Cuidado con esos ajos que resisten en las alacenas durante semanas y se niegan a morir. Quítales el germen central para evitar que de perfume maravilloso se transformen en agrio recuerdo de una mala comida. Como bien decía el maestro Camba, la cocina española está llena de ajo y de religión. Sabemos que la etiqueta obliga a evitar ciertos temas en la mesa. Si no queremos enturbiar un agradable almuerzo enzarzándonos en temas de Iglesia o de política, evitemos también que el ajo le quite el protagonismo a nuestros platos. Juguemos con la mesura y el equilibrio. No le demos la razón a la Beckham.
Eso sí, no renunciemos nunca a nuestro salmorejos, ni al ajoblanco ni al almodrote, al allioli o al all cremat.

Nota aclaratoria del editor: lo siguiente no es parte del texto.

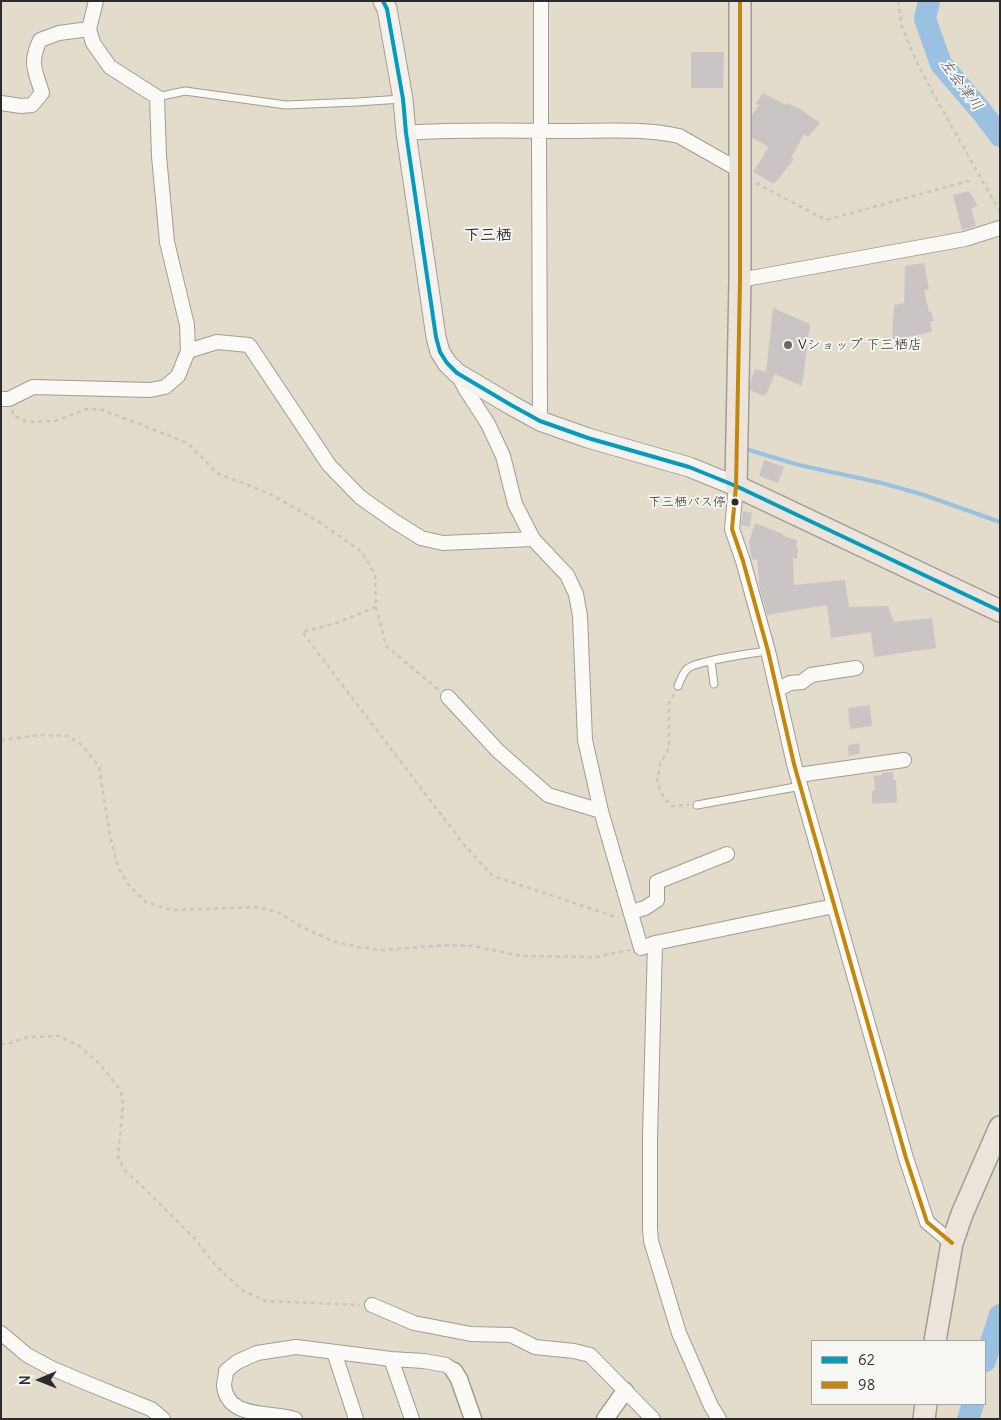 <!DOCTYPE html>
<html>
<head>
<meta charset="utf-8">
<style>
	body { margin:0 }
	#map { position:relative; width:1001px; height:1420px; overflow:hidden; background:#e3dccb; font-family:Delius,sans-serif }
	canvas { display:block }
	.frame { position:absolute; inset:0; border:2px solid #2b2b2b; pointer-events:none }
	.legend { position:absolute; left:811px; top:1340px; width:175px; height:65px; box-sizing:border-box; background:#f6f6f2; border:1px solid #a5a5a2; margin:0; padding:6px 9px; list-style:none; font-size:15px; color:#2b2b2b }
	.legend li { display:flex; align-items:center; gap:10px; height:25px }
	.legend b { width:25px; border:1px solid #a5a5a2 }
	.north { position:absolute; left:15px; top:1355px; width:50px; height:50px; -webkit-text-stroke:4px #f6f6f2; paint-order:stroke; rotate:269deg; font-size:14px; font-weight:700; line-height:20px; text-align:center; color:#2b2b2b }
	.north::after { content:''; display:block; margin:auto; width:18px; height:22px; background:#2b2b2b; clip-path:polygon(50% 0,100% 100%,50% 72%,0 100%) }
</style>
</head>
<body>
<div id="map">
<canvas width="1001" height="1420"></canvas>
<div class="frame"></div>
<ul class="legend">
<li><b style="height:6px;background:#049cbe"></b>62</li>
<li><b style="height:6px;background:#c4870b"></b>98</li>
</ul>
<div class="north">N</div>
</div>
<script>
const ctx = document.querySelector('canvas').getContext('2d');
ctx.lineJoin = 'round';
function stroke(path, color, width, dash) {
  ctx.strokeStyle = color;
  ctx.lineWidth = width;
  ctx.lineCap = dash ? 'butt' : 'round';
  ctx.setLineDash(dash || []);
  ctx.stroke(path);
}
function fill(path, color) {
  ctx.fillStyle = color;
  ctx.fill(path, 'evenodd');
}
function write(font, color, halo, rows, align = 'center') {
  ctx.font = font + ' Delius,"Klee One",sans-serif';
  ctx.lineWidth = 4;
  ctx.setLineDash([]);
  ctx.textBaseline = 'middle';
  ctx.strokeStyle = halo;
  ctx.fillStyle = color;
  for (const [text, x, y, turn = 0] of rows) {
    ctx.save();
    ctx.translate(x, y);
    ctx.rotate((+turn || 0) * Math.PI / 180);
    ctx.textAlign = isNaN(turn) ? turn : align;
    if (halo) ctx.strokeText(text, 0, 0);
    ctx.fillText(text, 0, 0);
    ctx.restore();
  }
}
stroke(new Path2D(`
	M749 450 799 465 882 483 924 495 1000 522`), '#9ac1e1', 4);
stroke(new Path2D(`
	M929 1 925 19 941 64 982 112 1000 136
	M985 1361 1000 1315
	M968 1419 973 1404`), '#9ac1e1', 22);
fill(new Path2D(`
	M691 52H724L723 88H691Z
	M763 93 786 105 787 103 802 110 820 123 808 137 804 134 791 158 794 159 774 184 753 172 769 147 752 138V115L759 105 756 104Z
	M969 191 978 206 971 208 976 226 962 230 953 195Z
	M924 263 929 289 924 290 929 312 931 311 934 321 930 322 932 332 892 340 894 305 904 303 905 266Z
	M773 308 810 324 802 386 775 374 766 395 765 394 764 396 750 390 751 380 755 369 766 372Z
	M764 460 784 467 778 483 759 476Z
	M743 511 752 513 750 527 741 525Z
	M755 523 783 534V536L797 540 796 546 798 547 797 559 793 558 794 585 845 580 849 607 888 606 894 622 932 618 936 648 874 657 871 632 831 638 827 605 767 615 758 581H759L757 559 752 560 749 542Z
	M870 705 872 726 850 729 848 708Z
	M859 743 860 753 849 756 848 745Z
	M893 772V780H896L897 802 872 804V791H875L874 776 882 775V773Z`), '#cac4c4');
const service = new Path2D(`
	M157 97 185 91 286 105 357 102 402 99
	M711 661 714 684
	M678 686C680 681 683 673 687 669 696 661 753 653 768 651
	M697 805 801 786`);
const minor = new Path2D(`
	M1 103 21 106 32 105 42 93C35 70 29 63 40 40L59 33 89 29
	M406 133C460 129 514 131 568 131 604 131 643 128 679 136L739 170
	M740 280 965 239 1000 228
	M188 351 217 342 249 345 329 465 360 497 394 521 421 538 443 543 533 539
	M457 373 466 390 488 424 503 456 515 504 533 539 567 575 576 594 580 616 585 740 601 811 641 948 655 943 834 906
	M1 399H9L33 387 150 390 165 387 178 376 188 351 187 325 167 242 159 156 157 97 110 67 93 43 89 29 96 1
	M540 421 539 136 541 131V1
	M736 486 732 529 743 561 768 651 794 764 906 1158 927 1222 952 1243
	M777 690 790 683 802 682 811 675 856 668
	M448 697 498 751 548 795 601 811
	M798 775 904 760
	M631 912 645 908 657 900V882L727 854
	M655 943 650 1137V1228L651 1241 679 1333 711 1406 719 1419
	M372 1305 414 1323 471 1334 511 1335 535 1347 574 1351 590 1355 653 1419
	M1 1333 27 1355 51 1368 89 1384 151 1409 163 1419
	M334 1352 356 1419
	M391 1359 412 1419
	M295 1419C272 1411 228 1420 224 1386 224 1381 226 1376 226 1371L237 1362 257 1353 296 1347 391 1359 424 1361 446 1365 454 1371`);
const tertiary = new Path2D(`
	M454 1371 459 1379 473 1419
	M605 1419 625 1391`);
const secondary = new Path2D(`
	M383 1 387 9 403 99 406 133 436 337 440 352 447 363 457 373 511 405 540 421 588 438 689 467 736 486`);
const primary = new Path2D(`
	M740 1V280L736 486 1000 611
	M935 1341 952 1243 962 1214 1000 1127
	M924 1419 926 1404`);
stroke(service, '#a09c93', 9);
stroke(minor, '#a09c93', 16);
stroke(tertiary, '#a09c93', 19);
stroke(secondary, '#a09c93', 21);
stroke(primary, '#a09c93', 24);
stroke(new Path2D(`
	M898 1 902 27 917 63 939 104 1000 212
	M756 183 826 220 972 180
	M12 410 14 416 28 422 55 421 86 409 103 410 188 443 217 473 268 493 316 520 362 552 375 575 376 607 386 646 439 690
	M376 607 334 624 302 632 465 846 493 876 619 918
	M674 694 669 703V748L660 764 657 783 663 796 671 806 689 805
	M1 740 41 735 68 736 82 745 99 767 110 836 118 867 128 884 146 902 171 910 259 907 280 913 300 926 332 941 358 947 383 950 447 945 473 946 521 956 596 957 630 950
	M1 1044H7L28 1037 59 1036 79 1046 100 1064 121 1091 123 1105 118 1157 125 1171 145 1189 193 1237 217 1267 242 1290 265 1301 360 1305`), '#c8c6c2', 2.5, [4, 4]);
stroke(service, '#fbfaf7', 7);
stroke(minor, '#fbfaf7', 14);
stroke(tertiary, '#fbfaf7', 16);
stroke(secondary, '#f5f1ec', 19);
stroke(primary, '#ece4db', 21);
stroke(new Path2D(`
	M383 1 387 9 403 99 406 133 436 337 440 352 447 363 457 373 511 405 540 421 588 438 689 467 736 486 1000 611`), '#049cbe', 4);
stroke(new Path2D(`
	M740 1V280L736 486 732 529 743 561 768 651 794 764 906 1158 927 1222 952 1243`), '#c4870b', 4);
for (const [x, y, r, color] of [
	[788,345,5,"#6b6963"],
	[735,502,4.5,"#2b2b2b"]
]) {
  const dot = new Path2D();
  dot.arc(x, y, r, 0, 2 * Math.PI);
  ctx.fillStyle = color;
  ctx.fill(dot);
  stroke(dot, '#f6f6f2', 2);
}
write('13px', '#2b2b2b', '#f6f6f2', [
	["下三栖バス停",726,502]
], 'right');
write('14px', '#2b2b2b', '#f6f6f2', [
	["Vショップ 下三栖店",798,345]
], 'left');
write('italic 15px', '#435465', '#f6f6f2', [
	["左会津川",961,85,53]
]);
write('bold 16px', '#2b2b2b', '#f6f6f2', [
	["下三栖",488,235]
]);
</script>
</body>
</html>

A esas píldoras sápidas en las que se convierte un ajo encamisado después de salir del horno, donde ha estado acompañando a un corderillo lechal mientras se asaba. No. Si España huele a ajo es porque el ajo es España. El ajo de Las Pedroñeras, el ajo de Chinchón, el ajo de El Quijote, el de las sopas de ajo, el ajo de Lázaro de Tormes, el ajoaceite del Levante. Si la luna es "ajo agónico de plata" como dijo Federico, el ajo es sol que ilumina nuestros platos.
A lo mejor Camba me quitaría la razón, a lo mejor Pla me negaba la mayor. Pero el ajo es el ajo. Que no me lo toquen.
Sed curiosos.
Besos y sus cosas.
PD. Hay quien dice que el ajo tiene virtudes vigorizantes si es frotado en las gónadas masculinas, lo cual no es recomendable si la pareja de uno es un vampiro. Si alguien lo prueba, no deje de compartir sus experiencias con nosotros.